>>>>
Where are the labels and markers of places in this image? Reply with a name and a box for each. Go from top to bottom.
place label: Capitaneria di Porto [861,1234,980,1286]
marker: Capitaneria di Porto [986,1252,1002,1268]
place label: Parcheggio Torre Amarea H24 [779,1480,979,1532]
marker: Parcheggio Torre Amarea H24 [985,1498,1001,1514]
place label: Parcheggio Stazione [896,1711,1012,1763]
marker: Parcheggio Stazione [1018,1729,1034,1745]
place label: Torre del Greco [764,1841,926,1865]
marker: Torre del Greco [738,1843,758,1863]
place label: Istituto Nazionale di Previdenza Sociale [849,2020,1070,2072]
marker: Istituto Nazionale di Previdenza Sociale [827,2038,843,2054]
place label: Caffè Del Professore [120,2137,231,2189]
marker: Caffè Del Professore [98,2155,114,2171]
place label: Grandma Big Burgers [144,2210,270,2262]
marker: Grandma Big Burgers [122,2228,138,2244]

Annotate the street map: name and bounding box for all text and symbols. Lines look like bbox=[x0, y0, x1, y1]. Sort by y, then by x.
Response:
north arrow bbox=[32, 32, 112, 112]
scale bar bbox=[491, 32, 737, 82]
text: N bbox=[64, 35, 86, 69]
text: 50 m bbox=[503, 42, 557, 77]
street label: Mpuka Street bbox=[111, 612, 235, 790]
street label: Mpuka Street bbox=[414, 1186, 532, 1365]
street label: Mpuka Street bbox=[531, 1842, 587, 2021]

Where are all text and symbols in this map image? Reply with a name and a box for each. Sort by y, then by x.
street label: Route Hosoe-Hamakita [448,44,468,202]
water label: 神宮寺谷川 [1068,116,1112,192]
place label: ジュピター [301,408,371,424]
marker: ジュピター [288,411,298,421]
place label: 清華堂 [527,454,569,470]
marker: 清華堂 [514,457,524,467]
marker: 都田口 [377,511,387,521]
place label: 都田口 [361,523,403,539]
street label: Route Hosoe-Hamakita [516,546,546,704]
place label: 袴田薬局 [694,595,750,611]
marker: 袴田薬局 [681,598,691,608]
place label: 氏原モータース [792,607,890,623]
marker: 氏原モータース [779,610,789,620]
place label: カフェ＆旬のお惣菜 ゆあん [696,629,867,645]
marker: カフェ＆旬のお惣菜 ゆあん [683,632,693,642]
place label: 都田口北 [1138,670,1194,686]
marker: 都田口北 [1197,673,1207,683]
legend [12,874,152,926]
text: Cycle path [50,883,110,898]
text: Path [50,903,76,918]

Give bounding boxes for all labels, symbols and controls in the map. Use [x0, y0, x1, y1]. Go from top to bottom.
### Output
<<<<
Using the listing, filter for "bounding" and return the matching lines.

Annotate the street map: name and bounding box for all text and symbols. Lines look like bbox=[x0, y0, x1, y1]. Sort by y, then by x.
Give bounding boxes for all labels, symbols and controls in the map. Use [x0, y0, x1, y1]. Go from top to bottom.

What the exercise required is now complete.